EXCERPTED DATA:
*** Block opens ***

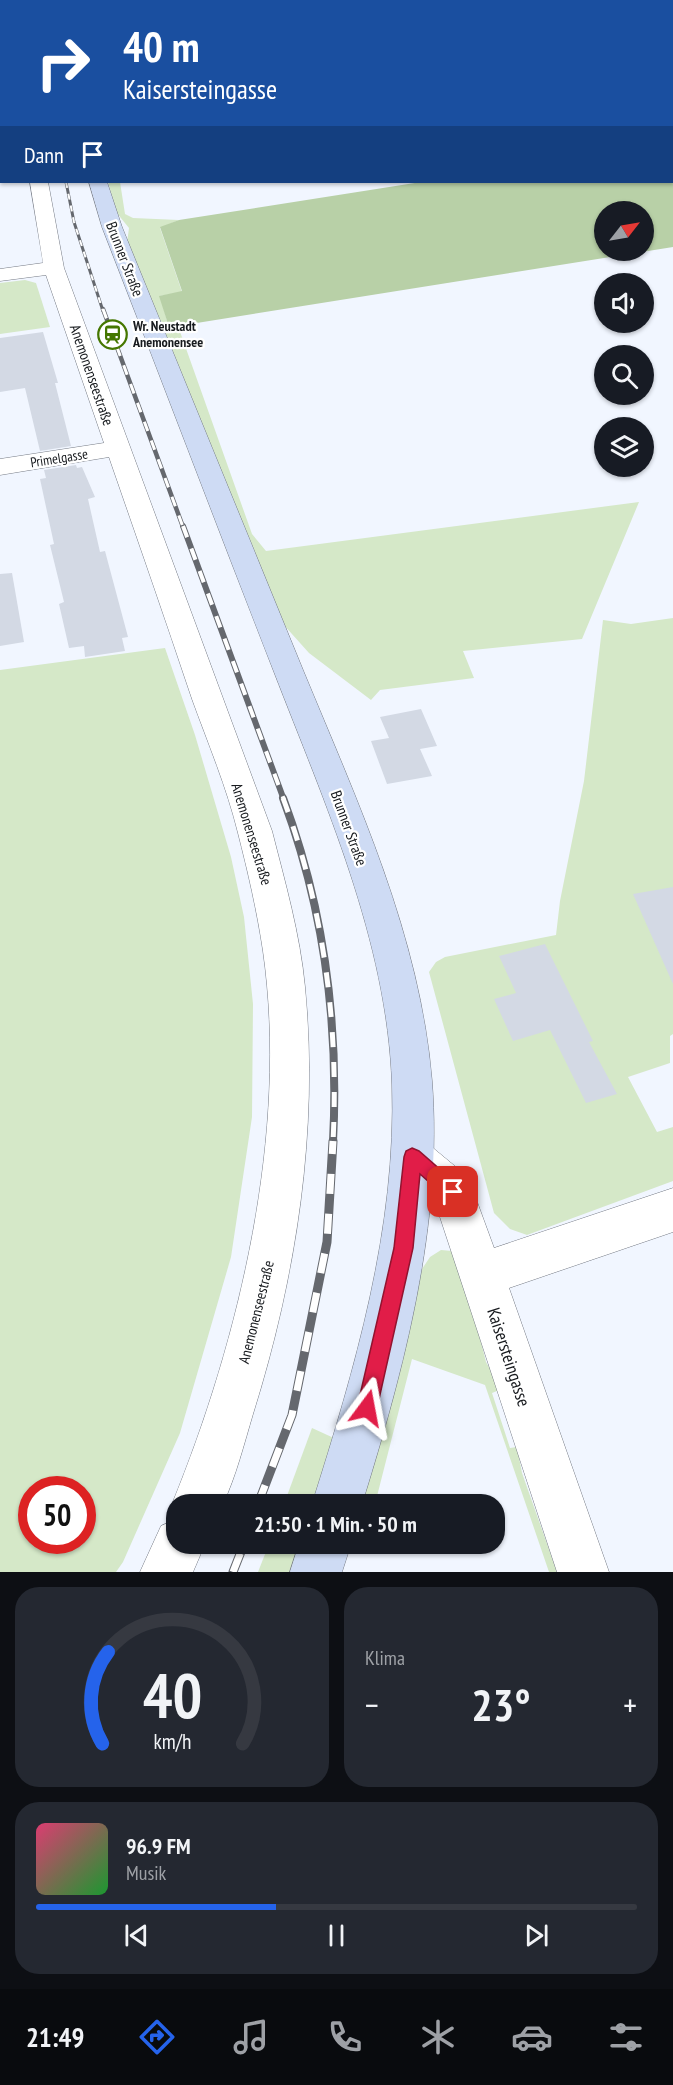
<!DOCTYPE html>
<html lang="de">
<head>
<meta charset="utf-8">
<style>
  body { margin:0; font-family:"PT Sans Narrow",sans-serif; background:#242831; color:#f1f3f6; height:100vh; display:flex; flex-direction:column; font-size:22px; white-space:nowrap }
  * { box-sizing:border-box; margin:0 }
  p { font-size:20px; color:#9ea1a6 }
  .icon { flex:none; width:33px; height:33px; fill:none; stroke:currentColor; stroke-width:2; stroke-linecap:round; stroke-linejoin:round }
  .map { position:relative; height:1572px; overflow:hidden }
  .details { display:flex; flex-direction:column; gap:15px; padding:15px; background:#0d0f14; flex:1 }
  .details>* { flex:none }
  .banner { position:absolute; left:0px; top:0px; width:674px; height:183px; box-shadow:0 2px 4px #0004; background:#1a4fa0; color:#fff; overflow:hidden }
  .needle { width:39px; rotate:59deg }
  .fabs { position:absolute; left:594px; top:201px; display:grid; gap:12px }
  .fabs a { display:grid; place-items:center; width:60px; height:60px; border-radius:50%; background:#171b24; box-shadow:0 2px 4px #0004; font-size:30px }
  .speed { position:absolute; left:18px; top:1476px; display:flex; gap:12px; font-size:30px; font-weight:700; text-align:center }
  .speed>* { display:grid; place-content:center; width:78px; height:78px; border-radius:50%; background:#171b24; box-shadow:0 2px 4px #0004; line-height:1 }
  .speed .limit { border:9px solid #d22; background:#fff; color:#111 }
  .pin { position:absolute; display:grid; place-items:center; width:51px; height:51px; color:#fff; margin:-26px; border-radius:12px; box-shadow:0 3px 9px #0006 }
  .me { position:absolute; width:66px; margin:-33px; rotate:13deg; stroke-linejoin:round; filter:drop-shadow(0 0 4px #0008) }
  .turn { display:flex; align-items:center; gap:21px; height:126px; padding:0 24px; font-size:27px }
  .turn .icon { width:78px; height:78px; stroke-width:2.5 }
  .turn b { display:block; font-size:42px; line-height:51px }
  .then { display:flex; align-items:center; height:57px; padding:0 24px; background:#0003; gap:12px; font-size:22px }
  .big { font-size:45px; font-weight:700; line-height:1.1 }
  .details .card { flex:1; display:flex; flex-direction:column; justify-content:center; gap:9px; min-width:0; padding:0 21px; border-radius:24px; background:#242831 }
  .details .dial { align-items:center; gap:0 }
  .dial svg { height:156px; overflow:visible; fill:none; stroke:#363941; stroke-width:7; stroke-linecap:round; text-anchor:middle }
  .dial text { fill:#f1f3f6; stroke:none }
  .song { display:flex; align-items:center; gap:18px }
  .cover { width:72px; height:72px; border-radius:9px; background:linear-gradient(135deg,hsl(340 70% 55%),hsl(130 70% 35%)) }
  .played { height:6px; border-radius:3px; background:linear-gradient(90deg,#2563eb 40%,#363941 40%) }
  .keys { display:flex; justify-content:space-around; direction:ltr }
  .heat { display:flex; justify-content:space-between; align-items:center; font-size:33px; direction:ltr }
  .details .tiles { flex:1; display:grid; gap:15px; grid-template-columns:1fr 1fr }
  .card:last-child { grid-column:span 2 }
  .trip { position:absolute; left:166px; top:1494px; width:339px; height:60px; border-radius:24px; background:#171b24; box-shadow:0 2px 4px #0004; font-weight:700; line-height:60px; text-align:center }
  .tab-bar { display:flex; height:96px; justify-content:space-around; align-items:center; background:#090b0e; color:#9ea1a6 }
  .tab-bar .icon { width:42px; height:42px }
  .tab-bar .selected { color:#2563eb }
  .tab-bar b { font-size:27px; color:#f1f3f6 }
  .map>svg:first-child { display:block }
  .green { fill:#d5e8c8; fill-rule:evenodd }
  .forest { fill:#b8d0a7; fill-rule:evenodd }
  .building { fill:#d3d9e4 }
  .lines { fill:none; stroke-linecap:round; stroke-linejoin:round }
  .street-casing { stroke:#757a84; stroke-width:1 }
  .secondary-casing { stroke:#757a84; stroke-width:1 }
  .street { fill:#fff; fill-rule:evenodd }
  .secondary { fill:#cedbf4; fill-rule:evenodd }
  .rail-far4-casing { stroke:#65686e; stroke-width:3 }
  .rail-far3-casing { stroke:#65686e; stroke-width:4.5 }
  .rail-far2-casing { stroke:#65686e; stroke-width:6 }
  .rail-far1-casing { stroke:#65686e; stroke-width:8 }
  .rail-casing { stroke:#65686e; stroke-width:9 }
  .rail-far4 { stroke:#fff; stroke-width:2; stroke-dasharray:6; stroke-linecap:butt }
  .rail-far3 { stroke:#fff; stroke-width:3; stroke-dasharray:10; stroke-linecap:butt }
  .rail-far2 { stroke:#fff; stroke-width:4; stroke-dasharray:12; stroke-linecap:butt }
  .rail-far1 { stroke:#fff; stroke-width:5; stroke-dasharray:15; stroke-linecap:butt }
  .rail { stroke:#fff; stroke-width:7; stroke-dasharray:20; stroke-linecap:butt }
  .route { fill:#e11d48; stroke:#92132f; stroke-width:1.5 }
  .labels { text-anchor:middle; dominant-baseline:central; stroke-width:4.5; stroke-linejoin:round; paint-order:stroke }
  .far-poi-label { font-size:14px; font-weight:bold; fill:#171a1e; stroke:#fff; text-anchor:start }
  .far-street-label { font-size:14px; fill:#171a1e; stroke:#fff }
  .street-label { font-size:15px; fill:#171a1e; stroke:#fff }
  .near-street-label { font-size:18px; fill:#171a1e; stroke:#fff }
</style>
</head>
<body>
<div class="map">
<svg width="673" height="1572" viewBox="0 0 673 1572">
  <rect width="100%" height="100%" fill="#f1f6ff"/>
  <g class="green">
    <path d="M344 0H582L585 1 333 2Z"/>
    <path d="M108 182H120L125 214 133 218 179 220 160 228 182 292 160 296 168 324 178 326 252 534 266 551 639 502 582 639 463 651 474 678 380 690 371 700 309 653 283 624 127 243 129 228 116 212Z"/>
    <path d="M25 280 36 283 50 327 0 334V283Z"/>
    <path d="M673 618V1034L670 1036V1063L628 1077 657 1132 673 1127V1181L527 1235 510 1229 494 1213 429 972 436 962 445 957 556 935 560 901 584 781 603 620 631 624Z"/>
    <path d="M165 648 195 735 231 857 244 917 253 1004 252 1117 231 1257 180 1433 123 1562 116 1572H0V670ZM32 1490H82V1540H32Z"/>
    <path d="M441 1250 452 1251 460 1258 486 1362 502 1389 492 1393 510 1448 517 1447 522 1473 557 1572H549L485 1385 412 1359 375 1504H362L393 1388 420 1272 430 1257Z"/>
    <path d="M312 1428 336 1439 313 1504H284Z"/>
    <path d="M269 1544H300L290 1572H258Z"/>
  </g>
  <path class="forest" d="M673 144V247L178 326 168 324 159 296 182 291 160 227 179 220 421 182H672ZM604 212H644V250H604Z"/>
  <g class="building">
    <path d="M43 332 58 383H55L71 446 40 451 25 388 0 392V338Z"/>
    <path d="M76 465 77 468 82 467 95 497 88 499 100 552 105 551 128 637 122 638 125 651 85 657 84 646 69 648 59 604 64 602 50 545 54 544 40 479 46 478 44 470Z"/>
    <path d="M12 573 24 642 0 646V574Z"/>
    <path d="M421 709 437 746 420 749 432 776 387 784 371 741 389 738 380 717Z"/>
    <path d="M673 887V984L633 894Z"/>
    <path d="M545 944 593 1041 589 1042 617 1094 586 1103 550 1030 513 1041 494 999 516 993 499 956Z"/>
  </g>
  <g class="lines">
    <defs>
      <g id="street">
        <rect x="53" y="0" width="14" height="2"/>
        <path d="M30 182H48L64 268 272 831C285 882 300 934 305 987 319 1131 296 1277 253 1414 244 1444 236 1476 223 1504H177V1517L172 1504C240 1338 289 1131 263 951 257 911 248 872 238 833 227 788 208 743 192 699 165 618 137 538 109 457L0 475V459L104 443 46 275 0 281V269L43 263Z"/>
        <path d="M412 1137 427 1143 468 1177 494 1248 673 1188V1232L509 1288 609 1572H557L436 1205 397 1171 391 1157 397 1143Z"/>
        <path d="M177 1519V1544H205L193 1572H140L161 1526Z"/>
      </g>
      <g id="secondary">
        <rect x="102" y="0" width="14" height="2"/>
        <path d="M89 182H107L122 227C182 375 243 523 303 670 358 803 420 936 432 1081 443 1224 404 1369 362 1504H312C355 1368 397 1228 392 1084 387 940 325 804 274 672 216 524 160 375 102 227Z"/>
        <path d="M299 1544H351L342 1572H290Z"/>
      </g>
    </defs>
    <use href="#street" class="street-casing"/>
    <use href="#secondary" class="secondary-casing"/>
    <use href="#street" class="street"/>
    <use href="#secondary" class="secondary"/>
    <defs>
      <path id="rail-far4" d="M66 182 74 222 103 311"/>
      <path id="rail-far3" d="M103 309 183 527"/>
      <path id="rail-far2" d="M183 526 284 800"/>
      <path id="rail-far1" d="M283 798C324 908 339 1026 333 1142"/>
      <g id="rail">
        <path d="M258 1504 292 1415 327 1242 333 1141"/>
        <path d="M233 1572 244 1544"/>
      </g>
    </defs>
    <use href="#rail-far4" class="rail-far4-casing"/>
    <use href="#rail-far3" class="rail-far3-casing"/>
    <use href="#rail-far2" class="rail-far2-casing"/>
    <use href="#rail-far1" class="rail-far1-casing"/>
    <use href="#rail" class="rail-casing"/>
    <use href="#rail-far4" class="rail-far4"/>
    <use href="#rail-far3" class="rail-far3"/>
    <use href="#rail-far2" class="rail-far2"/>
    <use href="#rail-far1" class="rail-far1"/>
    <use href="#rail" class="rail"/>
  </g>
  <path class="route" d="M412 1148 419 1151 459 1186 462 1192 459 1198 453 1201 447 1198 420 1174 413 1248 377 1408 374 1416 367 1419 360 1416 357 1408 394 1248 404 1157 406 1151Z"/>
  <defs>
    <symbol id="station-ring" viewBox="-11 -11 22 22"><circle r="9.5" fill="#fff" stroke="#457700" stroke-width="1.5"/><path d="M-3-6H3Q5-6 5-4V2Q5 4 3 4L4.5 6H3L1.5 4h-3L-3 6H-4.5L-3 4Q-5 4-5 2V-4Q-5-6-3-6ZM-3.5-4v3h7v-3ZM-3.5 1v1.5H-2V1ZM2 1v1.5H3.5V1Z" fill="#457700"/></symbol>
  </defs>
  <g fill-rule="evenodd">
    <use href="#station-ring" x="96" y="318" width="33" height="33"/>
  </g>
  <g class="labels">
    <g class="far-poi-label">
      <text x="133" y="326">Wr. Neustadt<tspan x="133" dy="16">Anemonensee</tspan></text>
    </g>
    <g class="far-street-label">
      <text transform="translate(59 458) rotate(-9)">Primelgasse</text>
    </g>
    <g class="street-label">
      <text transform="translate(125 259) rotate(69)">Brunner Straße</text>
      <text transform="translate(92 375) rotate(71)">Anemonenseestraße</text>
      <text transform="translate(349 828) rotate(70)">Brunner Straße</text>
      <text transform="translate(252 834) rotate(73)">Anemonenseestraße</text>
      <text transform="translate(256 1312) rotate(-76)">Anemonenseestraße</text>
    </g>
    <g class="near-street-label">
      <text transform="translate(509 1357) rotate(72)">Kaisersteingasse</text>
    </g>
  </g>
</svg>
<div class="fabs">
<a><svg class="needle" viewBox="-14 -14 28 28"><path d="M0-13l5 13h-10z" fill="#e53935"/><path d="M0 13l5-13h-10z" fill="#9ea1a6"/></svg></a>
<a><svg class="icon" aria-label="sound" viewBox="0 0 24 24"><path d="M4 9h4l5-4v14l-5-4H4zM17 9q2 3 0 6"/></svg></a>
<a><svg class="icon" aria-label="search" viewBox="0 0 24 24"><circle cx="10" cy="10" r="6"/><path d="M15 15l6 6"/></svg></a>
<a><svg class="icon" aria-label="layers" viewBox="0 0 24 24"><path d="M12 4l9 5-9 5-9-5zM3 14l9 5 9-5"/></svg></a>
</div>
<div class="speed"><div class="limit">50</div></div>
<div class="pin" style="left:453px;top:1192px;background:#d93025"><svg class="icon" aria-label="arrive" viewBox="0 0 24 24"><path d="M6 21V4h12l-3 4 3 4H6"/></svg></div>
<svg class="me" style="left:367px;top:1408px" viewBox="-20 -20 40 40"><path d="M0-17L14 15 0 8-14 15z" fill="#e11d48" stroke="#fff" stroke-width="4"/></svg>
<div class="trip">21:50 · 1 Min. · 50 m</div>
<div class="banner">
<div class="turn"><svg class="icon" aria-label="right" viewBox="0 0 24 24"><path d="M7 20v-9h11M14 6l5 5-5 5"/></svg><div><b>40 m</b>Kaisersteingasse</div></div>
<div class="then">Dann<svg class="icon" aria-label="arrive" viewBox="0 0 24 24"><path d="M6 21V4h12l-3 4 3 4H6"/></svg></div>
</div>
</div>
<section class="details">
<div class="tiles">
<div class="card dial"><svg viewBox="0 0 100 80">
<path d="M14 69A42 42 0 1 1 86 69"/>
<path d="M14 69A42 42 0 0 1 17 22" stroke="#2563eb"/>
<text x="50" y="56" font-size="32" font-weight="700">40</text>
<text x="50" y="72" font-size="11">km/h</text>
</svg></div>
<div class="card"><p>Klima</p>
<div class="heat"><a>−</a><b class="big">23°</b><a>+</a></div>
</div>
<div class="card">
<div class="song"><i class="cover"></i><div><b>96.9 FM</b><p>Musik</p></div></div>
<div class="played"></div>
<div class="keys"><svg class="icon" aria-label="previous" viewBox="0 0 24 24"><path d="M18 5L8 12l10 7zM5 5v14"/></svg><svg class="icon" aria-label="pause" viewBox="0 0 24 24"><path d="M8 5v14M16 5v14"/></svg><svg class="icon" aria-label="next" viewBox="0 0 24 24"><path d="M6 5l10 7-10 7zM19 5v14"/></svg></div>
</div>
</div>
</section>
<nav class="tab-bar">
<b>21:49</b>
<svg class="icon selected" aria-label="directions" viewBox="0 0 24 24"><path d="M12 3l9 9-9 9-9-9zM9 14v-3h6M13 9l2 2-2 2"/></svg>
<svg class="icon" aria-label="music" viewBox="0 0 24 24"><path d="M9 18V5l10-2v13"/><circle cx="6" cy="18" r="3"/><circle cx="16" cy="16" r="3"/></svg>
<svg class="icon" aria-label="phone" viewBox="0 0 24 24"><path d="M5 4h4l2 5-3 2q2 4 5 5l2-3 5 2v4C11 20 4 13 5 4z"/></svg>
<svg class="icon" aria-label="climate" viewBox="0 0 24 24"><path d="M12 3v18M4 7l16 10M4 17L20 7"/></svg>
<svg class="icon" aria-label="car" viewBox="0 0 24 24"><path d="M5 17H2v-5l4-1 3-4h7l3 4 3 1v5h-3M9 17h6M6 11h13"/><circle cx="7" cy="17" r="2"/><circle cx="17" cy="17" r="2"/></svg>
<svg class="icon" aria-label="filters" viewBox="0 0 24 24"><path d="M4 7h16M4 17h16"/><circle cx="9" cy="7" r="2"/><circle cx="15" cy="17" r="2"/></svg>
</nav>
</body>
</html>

*** Block closes ***

WHAT TO DO:
Transcribe the records above exactly, beginning at the line that contains "position:absolute; left:594px; top:201px;" and ending with the line that contains "display:grid; place-items:center; width:60px;", both included, and nothing else.

OUTPUT BELOW:
  .fabs { position:absolute; left:594px; top:201px; display:grid; gap:12px }
  .fabs a { display:grid; place-items:center; width:60px; height:60px; border-radius:50%; background:#171b24; box-shadow:0 2px 4px #0004; font-size:30px }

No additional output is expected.